En effet, Coupey s’interroge sur l’impact que peuvent produire les différentes pratiques féminines et masculines sur les filles et les garçons car la plupart des activités proposées en EPS sont connotées masculines. L’argument de la construction du rapport au corps semble pertinent dans le poids que peut prendre une activité pour un individu. Le rapport au corps est conditionné par la culture de classe et de genre, influençant le rapport à l’espace, au jeu, à la nature que l’individu s’est construit et qui détermine son choix d’activité sportive. Les APS mettent en jeu le corps de chacun sous le regard des autres, et parfois l’oblige au contact ; dans le cadre de l’école ces conditions et contraintes ne sont pas négligeables. Les pratiques du corps ne se donnent pas à voir de manière identique si l’on est femme ou fille, homme ou garçon ; leur distribution est inégale : « Elles se posent en révélateur des attendus sociaux pesant sur les deux sexes, et des relations qui les lient » (Davisse, Louveau, 1998) 172 . Deux formes de rapport au corps se mettent en tension l’une et l’autre. L’une est féminine, de « création personnelle », d’un corps ressenti et inventif, l’autre, compétitive, toute en force et en puissance, éminemment masculine (Faure, Garcia, 2003) 173 . Cette forme différenciée des pratiques physiques suivant les sexes peut s’exprimer en termes plus caricaturaux, opposant une activité traditionnellement féminine comme la danse ou l’aérobic, à une activité masculine comme le football ou la boxe.

Dans une recherche empirique sur l’observation d’une association sportive danse, Faure et Garcia (2003) 174 montrent dans le cadre de la danse hip-hop en collège que pour une même activité, filles et garçons s’entraînent au sein de groupe unisexe dans deux espaces séparés de la même salle. C’est le renforcement des stéréotypes sociaux et sexuels, induit par la mixité, qui sert de facteur explicatif à l’installation de cette différence, conduisant à la reproduction de rôles sexués : les filles conçoivent collectivement la chorégraphie sous le regard de l’enseignante et les garçons s’entraînent individuellement aux figures les plus risquées.

Ainsi, la mise en place d’espaces « ensemble-séparés » (Goffman, 2002) 175 , mentionnée dans les études ethnographiques, est reproduite au sein du cours de danse.
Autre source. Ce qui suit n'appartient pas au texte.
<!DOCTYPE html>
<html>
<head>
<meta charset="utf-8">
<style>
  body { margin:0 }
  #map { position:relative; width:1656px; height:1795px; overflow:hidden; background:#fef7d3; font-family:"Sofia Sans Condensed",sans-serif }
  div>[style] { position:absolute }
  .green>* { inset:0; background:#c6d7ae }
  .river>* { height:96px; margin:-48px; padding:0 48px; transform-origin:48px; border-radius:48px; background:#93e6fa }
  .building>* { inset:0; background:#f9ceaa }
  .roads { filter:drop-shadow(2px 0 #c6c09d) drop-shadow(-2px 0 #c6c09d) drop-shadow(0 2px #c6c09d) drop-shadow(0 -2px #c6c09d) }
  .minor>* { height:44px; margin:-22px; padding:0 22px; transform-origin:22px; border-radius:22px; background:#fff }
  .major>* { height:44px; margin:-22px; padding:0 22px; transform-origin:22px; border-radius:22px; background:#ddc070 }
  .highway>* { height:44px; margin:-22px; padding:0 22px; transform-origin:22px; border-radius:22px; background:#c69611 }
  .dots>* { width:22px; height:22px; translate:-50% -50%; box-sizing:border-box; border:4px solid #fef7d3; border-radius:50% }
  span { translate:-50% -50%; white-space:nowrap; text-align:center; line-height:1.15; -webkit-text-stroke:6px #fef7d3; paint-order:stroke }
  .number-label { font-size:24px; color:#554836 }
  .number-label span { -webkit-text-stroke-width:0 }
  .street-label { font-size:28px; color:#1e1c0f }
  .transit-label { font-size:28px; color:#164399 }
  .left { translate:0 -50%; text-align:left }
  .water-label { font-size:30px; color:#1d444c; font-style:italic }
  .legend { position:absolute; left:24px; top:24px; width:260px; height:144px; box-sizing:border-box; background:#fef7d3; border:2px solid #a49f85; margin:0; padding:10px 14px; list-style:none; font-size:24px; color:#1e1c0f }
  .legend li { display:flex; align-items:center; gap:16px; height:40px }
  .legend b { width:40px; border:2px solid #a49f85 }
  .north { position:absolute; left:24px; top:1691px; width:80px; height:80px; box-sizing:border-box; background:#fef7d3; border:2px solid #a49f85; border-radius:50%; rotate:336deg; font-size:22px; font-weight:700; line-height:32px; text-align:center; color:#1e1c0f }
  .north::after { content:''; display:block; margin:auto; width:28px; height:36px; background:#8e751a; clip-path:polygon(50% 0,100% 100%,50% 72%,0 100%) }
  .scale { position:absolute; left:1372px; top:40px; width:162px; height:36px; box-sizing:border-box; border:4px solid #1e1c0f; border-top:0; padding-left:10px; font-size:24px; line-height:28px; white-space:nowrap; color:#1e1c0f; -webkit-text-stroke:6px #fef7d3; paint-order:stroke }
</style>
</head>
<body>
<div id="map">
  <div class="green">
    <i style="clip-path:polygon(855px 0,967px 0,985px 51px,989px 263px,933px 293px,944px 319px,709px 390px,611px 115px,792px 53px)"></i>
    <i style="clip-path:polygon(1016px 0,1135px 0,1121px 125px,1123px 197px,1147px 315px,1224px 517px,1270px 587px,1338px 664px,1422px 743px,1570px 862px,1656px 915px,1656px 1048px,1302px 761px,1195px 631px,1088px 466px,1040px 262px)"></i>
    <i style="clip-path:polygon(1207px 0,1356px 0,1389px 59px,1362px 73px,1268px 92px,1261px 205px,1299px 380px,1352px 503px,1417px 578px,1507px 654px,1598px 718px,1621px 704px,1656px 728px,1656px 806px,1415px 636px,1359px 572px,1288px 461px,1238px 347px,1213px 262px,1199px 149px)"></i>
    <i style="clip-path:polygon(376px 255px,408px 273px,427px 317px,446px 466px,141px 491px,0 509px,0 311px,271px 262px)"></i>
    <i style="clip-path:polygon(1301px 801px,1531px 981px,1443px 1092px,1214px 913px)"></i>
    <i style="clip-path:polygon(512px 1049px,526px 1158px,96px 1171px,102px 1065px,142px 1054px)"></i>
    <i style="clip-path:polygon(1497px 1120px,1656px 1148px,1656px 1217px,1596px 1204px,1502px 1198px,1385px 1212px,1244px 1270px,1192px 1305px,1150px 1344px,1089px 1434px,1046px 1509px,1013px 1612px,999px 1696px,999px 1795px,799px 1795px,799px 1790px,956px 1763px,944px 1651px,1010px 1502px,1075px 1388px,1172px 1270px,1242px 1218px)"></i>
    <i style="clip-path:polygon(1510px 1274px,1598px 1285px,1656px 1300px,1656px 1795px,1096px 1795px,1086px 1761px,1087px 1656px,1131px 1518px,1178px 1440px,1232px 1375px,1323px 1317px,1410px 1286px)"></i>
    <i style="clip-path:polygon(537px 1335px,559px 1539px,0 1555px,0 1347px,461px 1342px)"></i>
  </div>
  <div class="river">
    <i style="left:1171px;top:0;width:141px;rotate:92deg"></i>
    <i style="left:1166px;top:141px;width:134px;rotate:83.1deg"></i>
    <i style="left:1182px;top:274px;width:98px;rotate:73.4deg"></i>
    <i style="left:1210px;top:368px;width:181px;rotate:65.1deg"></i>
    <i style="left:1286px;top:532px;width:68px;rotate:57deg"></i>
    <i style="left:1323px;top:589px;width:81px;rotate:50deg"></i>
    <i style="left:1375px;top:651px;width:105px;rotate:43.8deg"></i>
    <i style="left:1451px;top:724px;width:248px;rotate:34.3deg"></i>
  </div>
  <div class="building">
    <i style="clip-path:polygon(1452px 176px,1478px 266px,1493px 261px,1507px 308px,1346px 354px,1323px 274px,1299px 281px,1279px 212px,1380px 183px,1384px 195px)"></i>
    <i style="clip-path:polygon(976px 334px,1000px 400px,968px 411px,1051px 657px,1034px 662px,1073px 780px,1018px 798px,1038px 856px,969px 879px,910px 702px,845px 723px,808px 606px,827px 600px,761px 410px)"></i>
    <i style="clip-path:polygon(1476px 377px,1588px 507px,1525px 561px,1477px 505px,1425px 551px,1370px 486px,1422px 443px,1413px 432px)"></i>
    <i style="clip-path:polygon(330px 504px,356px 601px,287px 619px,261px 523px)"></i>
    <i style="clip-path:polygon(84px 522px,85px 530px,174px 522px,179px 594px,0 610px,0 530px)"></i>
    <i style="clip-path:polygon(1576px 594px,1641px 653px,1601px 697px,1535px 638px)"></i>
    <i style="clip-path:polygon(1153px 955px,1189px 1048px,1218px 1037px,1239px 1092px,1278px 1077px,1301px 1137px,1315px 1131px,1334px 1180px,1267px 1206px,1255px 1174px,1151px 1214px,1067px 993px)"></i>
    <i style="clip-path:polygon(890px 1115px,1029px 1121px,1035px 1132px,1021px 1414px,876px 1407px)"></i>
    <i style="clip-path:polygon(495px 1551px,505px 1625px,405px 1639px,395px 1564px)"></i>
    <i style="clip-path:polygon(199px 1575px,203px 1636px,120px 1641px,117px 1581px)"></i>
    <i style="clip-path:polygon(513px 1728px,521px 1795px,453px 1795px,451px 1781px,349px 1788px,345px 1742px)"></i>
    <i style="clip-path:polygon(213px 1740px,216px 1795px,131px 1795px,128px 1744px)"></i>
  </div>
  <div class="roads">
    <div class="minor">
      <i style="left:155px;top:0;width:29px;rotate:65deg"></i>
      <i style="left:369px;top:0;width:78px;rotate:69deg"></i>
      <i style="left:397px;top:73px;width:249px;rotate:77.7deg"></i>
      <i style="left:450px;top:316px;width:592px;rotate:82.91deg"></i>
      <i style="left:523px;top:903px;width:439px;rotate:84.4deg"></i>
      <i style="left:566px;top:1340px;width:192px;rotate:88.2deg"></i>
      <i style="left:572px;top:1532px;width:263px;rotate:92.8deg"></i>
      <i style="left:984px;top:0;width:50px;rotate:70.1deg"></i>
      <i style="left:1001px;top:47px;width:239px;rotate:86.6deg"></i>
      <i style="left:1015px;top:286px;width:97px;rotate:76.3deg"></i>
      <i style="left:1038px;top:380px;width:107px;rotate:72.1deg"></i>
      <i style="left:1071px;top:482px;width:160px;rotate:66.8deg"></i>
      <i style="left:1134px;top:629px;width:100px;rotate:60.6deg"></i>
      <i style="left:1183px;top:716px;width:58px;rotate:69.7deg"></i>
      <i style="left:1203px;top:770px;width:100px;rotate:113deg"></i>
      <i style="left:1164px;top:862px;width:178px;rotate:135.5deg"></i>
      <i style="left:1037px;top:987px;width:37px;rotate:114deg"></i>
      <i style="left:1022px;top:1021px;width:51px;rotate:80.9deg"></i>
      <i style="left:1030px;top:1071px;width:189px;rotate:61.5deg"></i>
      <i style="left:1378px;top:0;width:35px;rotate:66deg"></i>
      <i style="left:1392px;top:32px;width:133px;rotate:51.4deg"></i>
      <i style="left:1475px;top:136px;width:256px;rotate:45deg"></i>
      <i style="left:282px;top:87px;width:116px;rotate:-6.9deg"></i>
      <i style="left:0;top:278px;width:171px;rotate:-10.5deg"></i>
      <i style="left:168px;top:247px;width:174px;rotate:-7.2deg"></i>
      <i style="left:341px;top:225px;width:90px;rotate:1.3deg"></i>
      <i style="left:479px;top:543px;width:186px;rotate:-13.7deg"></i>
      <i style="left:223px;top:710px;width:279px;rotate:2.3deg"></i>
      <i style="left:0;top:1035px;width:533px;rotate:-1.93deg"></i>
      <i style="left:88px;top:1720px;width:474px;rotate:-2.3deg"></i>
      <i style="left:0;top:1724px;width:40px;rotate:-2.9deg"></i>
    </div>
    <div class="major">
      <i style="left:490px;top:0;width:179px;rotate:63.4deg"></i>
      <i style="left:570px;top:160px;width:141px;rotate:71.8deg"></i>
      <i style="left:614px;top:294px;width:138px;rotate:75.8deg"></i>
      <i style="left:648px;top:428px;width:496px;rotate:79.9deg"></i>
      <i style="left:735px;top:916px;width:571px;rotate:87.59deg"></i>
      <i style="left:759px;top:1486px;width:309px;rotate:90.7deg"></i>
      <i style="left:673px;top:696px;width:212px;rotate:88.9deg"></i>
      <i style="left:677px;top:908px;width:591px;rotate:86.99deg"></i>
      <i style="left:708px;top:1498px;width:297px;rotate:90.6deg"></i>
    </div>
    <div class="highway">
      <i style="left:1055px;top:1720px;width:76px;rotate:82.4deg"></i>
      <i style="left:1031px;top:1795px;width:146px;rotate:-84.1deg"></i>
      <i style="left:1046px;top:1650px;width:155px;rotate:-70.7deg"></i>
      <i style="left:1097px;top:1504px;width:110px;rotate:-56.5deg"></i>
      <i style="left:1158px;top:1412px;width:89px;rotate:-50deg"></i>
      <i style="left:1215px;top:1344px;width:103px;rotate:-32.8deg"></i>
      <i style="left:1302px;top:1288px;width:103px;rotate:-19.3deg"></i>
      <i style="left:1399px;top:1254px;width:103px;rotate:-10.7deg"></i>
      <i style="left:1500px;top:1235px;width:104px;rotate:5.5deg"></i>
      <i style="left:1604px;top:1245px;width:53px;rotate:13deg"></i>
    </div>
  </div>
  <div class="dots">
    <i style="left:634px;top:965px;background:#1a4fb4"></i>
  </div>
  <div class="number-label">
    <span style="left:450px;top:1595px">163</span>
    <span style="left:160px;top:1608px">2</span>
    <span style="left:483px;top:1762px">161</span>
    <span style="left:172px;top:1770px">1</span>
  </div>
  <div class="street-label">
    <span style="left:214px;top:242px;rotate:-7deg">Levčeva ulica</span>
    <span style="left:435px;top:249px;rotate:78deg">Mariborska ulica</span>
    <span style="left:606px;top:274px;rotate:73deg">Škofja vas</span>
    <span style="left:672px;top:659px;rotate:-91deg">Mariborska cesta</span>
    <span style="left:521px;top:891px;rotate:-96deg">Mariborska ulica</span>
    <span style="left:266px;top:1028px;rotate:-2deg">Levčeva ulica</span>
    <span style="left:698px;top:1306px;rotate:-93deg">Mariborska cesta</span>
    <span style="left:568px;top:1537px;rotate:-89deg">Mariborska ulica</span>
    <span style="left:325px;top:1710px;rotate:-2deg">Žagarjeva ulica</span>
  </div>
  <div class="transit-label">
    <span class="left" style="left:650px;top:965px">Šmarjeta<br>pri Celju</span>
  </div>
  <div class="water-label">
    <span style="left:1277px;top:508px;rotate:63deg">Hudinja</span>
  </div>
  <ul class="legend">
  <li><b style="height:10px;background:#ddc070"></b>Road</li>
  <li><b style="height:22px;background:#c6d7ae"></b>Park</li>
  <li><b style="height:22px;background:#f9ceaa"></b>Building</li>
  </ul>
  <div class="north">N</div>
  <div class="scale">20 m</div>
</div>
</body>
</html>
Les filles ont été cadrées par l’enseignante pour adhérer au rôle féminin adéquat, classiquement attendu dans le cadre de l’association sportive, cherchant à rendre esthétique l’organisation d’un ensemble de mouvements. Les garçons, eux, ont pu exprimer leur désir plus librement, car l’enseignante avait le souci de les maintenir dans son cours, tirant un certain prestige de leur présence dans cette activité. Des inégalités de sexe ont été introduites dans le traitement des élèves par l’activation de stéréotypes. Dans le contexte de cette étude, les attentes de l’enseignante ont renforcé la construction des identités sexuelles et la logique sexuée des savoirs mis en œuvre en EPS.

L’adhésion ou le rejet de la mixité ne s’appuient pas sur les mêmes arguments selon les élèves filles ou garçons et selon les enseignants. Les observations empiriques montrent que la programmation des APSA selon leur connotation sexuée et les formes de pratiques différenciées volontairement mises en place ou fortuites contribuent au maintien des stéréotypes de sexe. Les recherches mises en œuvre actuellement ne proposent que des ébauches de solution.

Notes
168.

Scraton, S. (1992). Shaping up to Womanhood : gender and girls’physical education. Buckingham : Open University Press.

169.

Van Essen, M. (2003).No Issue, No Problem ? Co-education in Dutch Secondary Physical Education during the Twentieth Century. Gender and Education, 15 (1), 59-74.

170.

Volondat, M. (1979). Déjà cité.

171.

Coupey, S. (1995). Pratiques d’EPS au CP et différences de performance entre filles et garçons. Revue Française de Pédagogie, 110, 37-50.

172.

Davisse, A. et Louveau, C. (1998). Sport, Ecole, Société : la différence des sexes. Paris : L’Harmattan.

173.

Faure, S. et Garcia, M-C. (2003). Déjà cité.

174.

Idem.

175.

Goffman, E. (2002). L’arrangement des sexes. (Traduction Maury H.). Paris : La Dispute.